The authors confirmed the central role of iron availability to PV erythrocytosis by using a hepcidin analogue, PR73, that inhibits ferroportin, thereby impairing the export of storage iron. This manipulation normalized the elevated hemoglobin and dramatically decreased plasma iron and transferrin saturation. In keeping with this finding, another hepcidin analogue, rusfertide, is being used in ongoing human PV trials and results in rapid correction of erythrocytosis. Next, the authors directly inhibited ferroportin, which resulted in similar reductions in hemoglobin and hematocrit and markedly decreased plasma iron and transferrin saturation, validating the central role of iron availability in PV erythrocytosis.

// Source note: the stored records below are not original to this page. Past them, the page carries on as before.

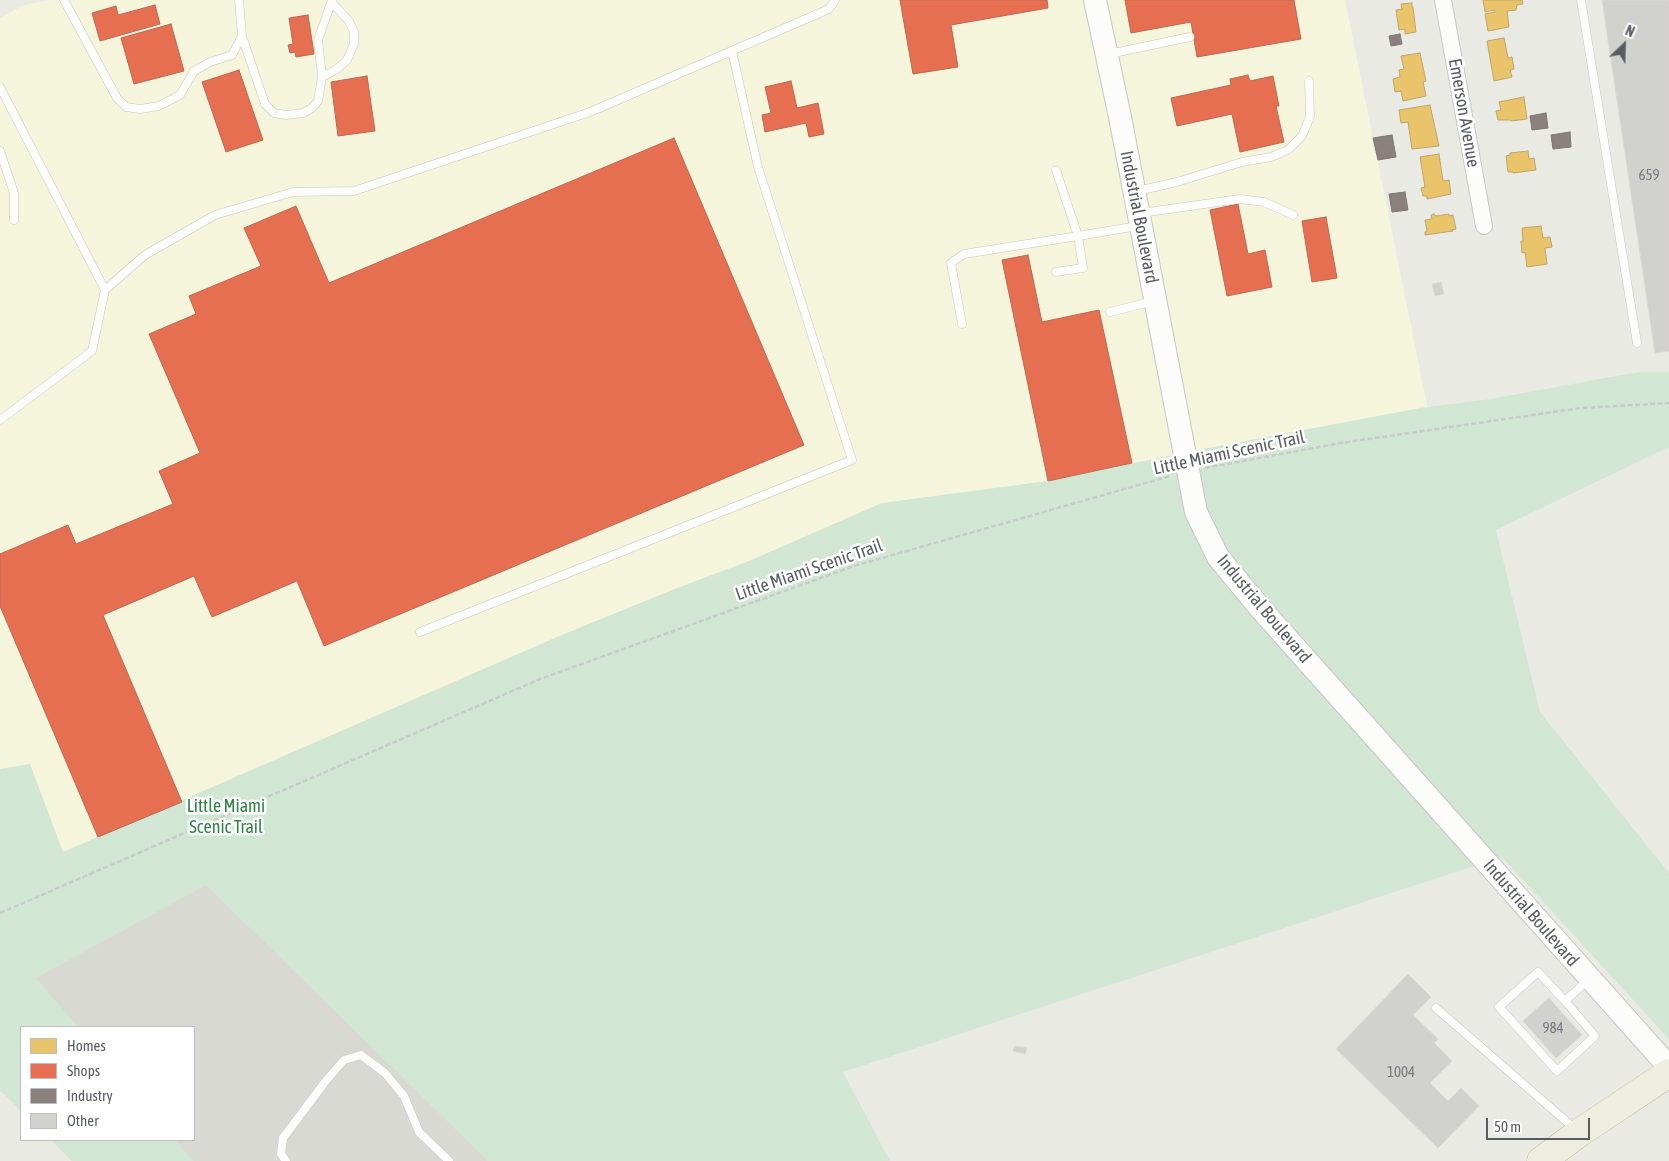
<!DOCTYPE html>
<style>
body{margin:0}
#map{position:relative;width:1669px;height:1161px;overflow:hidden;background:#eaeae4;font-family:"Asap Condensed",sans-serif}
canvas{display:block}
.legend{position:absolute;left:20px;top:1026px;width:175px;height:115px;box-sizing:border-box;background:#fff;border:1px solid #bdbec1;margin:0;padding:6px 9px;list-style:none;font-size:15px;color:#5a5c63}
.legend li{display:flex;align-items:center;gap:10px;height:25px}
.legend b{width:25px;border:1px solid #bdbec1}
.north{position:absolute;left:1599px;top:20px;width:50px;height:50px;-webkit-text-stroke:4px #fff;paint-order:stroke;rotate:24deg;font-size:14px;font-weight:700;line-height:20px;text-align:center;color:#5a5c63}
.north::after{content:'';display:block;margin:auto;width:18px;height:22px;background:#5a5c63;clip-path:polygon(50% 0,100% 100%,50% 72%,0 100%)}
.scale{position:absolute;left:1486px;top:1118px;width:104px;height:22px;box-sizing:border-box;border:2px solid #5a5c63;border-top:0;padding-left:6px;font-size:15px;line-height:18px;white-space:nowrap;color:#5a5c63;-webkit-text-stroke:4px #fff;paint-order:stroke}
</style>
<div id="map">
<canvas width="1669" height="1161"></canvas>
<ul class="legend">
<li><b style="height:14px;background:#e9c46a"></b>Homes</li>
<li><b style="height:14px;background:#e76f51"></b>Shops</li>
<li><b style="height:14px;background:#8a817c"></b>Industry</li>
<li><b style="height:14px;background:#d1d1cd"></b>Other</li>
</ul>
<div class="north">N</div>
<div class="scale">50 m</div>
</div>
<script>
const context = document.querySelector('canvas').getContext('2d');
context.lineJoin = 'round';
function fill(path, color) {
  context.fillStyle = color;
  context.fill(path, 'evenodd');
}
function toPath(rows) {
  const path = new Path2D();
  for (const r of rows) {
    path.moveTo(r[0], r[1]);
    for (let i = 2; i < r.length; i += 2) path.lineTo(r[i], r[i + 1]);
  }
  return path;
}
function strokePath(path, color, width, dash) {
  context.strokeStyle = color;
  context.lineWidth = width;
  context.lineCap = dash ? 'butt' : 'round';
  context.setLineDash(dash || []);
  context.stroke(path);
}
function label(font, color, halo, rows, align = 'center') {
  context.font = font + ' "Asap Condensed",sans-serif';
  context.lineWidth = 5;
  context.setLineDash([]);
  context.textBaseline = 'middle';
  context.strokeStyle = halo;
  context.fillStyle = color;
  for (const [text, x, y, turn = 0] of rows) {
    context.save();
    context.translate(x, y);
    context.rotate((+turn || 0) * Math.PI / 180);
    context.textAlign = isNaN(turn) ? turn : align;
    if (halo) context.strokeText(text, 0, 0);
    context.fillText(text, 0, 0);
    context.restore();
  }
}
const commercial = toPath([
 [50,0,1345,0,1428,410,1132,463,1048,481,882,503,66,860,30,764,0,769,0,18,24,5]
]);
const industrial = toPath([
 [241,845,537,1161,76,1161,53,1140,194,1140,194,1027,21,1027,21,1110,0,1090,0,942]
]);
const green = toPath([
 [1638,372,1669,372,1669,447,1496,530,1540,712,1669,873,1669,1039,1502,857,843,1072,890,1161,488,1161,206,885,36,978,78,1027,21,1027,21,1111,0,1090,0,769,30,764,63,852,557,637,672,590,749,561,882,503,1048,481,1203,449,1420,408,1490,399],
 [51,1140,175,1140,193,1161,72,1161]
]);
const homes = toPath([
 [1483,0,1522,0,1523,4,1517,5,1516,10,1507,11,1509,27,1488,31,1485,14,1495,12,1494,10,1485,12,1483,0],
 [1412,3,1412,7,1413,7,1416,32,1405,34,1405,29,1399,30,1396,10,1402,9,1401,4,1412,3],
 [1504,38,1508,58,1512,57,1514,69,1510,70,1512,77,1494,81,1487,41,1504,38],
 [1420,53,1426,81,1423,82,1426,96,1403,101,1401,91,1395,92,1393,79,1400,77,1399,70,1404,69,1401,56,1420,53],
 [1524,97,1527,119,1511,121,1510,120,1498,120,1496,111,1501,110,1499,102,1524,97],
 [1430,105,1439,146,1412,149,1408,122,1401,123,1399,110,1430,105],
 [1528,151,1529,159,1534,158,1536,170,1513,173,1513,172,1508,172,1506,156,1510,155,1510,153,1528,151],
 [1439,154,1443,181,1449,180,1451,194,1427,199,1427,196,1423,196,1421,188,1425,187,1420,157,1439,154],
 [1434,214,1436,216,1449,214,1449,216,1453,215,1456,229,1452,230,1453,231,1425,235,1425,232,1427,231,1425,220,1432,219,1431,215,1434,214],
 [1541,226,1543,238,1550,237,1552,247,1545,248,1547,264,1527,267,1525,252,1522,253,1521,241,1523,241,1522,228,1541,226]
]);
const shops = toPath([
 [900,0,1047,0,1048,8,951,25,958,67,913,74,900,0],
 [1125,0,1294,0,1301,39,1197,57,1191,22,1131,33,1125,0],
 [155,5,160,24,100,41,92,13,116,6,118,15,155,5],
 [308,15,314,54,296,57,295,52,290,53,288,45,293,44,289,18,308,15],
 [171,24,184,71,134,84,121,38,171,24],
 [239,70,263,140,226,152,202,82,239,70],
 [1248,75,1250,81,1273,76,1279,106,1276,106,1284,142,1240,152,1232,114,1177,126,1171,98,1231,85,1230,79,1248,75],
 [367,76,375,131,338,136,331,82,367,76],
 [791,81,797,108,818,103,824,134,809,137,806,123,765,132,762,115,771,113,765,87,791,81],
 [674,138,804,445,324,646,297,581,212,617,194,576,103,615,182,802,98,837,0,606,0,554,68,525,76,544,173,504,159,471,200,453,149,334,196,314,189,296,261,266,244,228,296,206,329,283,674,138],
 [1238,204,1248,254,1265,250,1272,287,1227,296,1210,210,1238,204],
 [1326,217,1337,278,1312,282,1302,221,1326,217],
 [1028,255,1042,322,1099,310,1132,463,1048,481,1002,260,1028,255]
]);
const industry = toPath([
 [1400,34,1402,44,1391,46,1389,36,1400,34],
 [1546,113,1548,128,1532,130,1530,116,1546,113],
 [1570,132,1571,147,1553,149,1551,135,1570,132],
 [1392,135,1396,157,1378,160,1373,138,1392,135],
 [1405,192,1408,210,1392,212,1389,194,1405,192]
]);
const building = toPath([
 [1602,0,1669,0,1669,351,1655,353,1602,0],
 [1441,282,1444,294,1435,296,1432,284,1441,282],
 [1408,974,1431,997,1413,1015,1438,1039,1434,1043,1452,1061,1430,1083,1448,1101,1461,1088,1479,1106,1438,1148,1336,1049,1408,974],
 [1549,998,1582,1035,1556,1058,1523,1021,1549,998],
 [1015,1046,1027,1048,1025,1054,1013,1051,1015,1046]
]);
const path = toPath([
 [1205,468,1341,443,1581,408,1669,403],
 [0,913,540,679,854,566,1170,476]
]);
const lane = toPath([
 [64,0,117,98,126,107,140,109,159,106,180,95,194,71,210,62,232,55,242,36,239,0],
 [1581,0,1637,343],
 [242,36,265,104,274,113,286,115,303,113,312,108,318,101,322,77,318,40,332,0],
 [1109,54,1190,37],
 [322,77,337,69,347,60,354,44,354,32,349,21,332,3],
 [0,87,105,290],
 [0,151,14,193,14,220],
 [1056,170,1078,236,1138,226],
 [1137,191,1177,182,1242,162,1271,157,1288,150,1302,136,1310,117,1309,81],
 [1141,213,1240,199,1264,202,1293,215],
 [1110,312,1154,301],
 [962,324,951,263,964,254,1078,236,1083,268,1056,272],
 [0,420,92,351,105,290,145,255,215,215,293,192,354,191,590,112,829,9,835,0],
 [420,632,852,460,758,167,732,51],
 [1565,1001,1538,972,1499,1007,1557,1071,1595,1036,1565,1001,1588,980],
 [1436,1008,1575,1129],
 [286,1161,281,1154,283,1138,325,1082,344,1060,361,1055,385,1073,404,1096,419,1132,449,1161]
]);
const street = toPath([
 [1443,0,1484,226]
]);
const secondary = toPath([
 [1095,0,1120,117,1196,512,1218,557,1260,608,1669,1067]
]);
const highway = toPath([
 [1541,1161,1579,1133,1669,1073]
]);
const numberNames = [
 ["659",1649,175],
 ["984",1553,1028],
 ["1004",1401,1072]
];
const streetNames = [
 ["Emerson Avenue",1464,113,80],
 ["Industrial Boulevard",1139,217,79],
 ["Little Miami Scenic Trail",1229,453,-12],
 ["Little Miami Scenic Trail",809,570,-19],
 ["Industrial Boulevard",1264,609,50],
 ["Industrial Boulevard",1531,913,49]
];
const parkNames = [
 ["Little Miami",226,806],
 ["Scenic Trail",226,827]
];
fill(commercial, '#f5f5dc');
fill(industrial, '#d9d9d4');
fill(green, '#d1e7d4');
fill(homes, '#e9c46a');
strokePath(homes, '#bea568', 1);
fill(shops, '#e76f51');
strokePath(shops, '#bd6956', 1);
fill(industry, '#8a817c');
strokePath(industry, '#7c7674', 1);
fill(building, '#d1d1cd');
strokePath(building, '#dad9d4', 1);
strokePath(lane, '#c6c6c6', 9);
strokePath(street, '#c6c6c6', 18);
strokePath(secondary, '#c6c6c6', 24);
strokePath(highway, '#c2bf91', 29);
strokePath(path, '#c7ccca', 2.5, [5, 2.5]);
strokePath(lane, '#fcfcfb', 8);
strokePath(street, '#fcfcfb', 16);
strokePath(secondary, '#fcfcfb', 22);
strokePath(highway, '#eeeee0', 28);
label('15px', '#797a7e', null, numberNames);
label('18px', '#5a5c63', '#fff', streetNames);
label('18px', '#328149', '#fff', parkNames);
</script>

Although we agree with the conclusion of the authors that these iron metabolism modifiers may substitute for use of phlebotomies in PV, it is unlikely that these manipulations would have beneficial effects on the principal cause of PV morbidity and mortality, thrombosis. Iron-restricting manipulations do not address leukocytosis that is common in PV and is correlated with thrombotic complications in multivariate analysis.7 Furthermore, the role of elevated hemoglobin and hematocrit is contentious as a cause of morbidity and mortality in erythrocytoses.7 In most types of erythrocytoses, such as Eisenmenger complex, pulmonary disorders, or congenital disorders from inheritance of high hemoglobin oxygen affinity mutations, the hematocrit may be as high as or even higher than in PV but thromboses are not increased. However, in the first described disorder of congenital augmentation of HIFs, Chuvash erythrocytosis, thromboses are even more common than in PV and increase further with ID induced by phlebotomies.8 Patients with Chuvash erythrocytosis also have vascular abnormalities and pulmonary hypertension. Indeed, HIF-1 augments transcription of a wide array of genes, including several prothrombotic factors including transcription and activity of tissue factor.6,9 We and others have reported that HIF-1 activity is also increased in PV and ET.6,9
Hepcidin levels are also increased in inflammation and in cancer, wherein anemia is common yet ample iron stores exist. High hepcidin levels in these disorders restrict iron availability not only to erythropoiesis but likely to other tissues, resulting in functional iron deficiency. Although it remains to be shown whether the consequences of true ID (resulting from therapeutic phlebotomy) differ from functional iron deficiency, it is possible that pharmacological hepcidin augmentation or ferroportin inhibition as described in this article decreases iron availability and cellular iron in both erythroid and nonerythroid cells. If so, the increased HIF activity because of functional ID may have detrimental pathophysiological consequences including thrombosis, pulmonary hypertension, etc (see figure panel B). This merits additional evaluation of the potential risks of increased HIFs in therapeutic applications.
Conflict-of-interest disclosure: J.T.P. declares no competing financial interests. B.N.R. has received honoraria from BMS, Incyte, PharmaEssentia, MorphoSYS, and CTI BioPharma, and has an educational grant from CSL Behring.